At first the device needs to be coupled with an innovative electrode placement planning system developed by physicians at Rush. It was observed that the device afterwards facilitated the complete elimination of seizures in nearly half of the implanted Rush patients enrolled in the decade-long trials.
Researchers believe its a breakthrough as nearly 400,000 people in the US living with epilepsy will be benefitted whose seizures cant be controlled with medications.
"Many people with epilepsy have scores of unpredictable seizures every day that make it impossible for them to drive, work or even get a good night's sleep," said Dr. Marvin Rossi, co-principal investigator of the NeuroPace Pivotal Clinical Trial and assistant professor of neurology at the Rush Epilepsy Center, in the press release.
The device is surgically placed underneath the scalp within the skull and connected to electrodes that are strategically placed within the brain at a place where seizures originate. The set up also equips a programmed computer chip whose job is to communicate with the system for recording the data and help regulate responsive stimulation.
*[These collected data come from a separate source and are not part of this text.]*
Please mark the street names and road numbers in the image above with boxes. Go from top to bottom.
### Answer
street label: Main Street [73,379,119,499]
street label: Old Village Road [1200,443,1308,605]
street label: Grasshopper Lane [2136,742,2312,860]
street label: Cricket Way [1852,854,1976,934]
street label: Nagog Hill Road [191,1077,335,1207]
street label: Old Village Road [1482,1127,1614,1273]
"This device is also being used at Rush as a foundation and inspiration for building cutting-edge hybrid stimulation therapy-drug molecule delivery systems," said Rossi.
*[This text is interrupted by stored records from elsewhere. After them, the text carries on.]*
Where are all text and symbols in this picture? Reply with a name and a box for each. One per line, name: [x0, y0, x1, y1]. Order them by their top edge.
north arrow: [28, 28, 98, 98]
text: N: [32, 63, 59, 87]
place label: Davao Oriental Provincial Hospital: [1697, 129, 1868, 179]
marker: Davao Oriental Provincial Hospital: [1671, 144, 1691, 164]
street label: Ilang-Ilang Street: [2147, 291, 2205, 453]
"Devices that treat epilepsy may offer new hope to patients when medication is ineffective and resection is not an option," added Rossi in the press release. "Not long ago, it was highly unlikely that these patients would ever be free of their seizures. Now, several of our Rush patients with this device are actually able to drive, lower or even eliminate their medications and aren't as limited as they once were. There is no doubt that quality of life of the majority of our implanted patients is significantly improved."
According to the reports by Centers for Disease Control and Prevention, in 2010, epilepsy affected nearly 2.3 million adults and around 450,000 children under the age of 17 in US.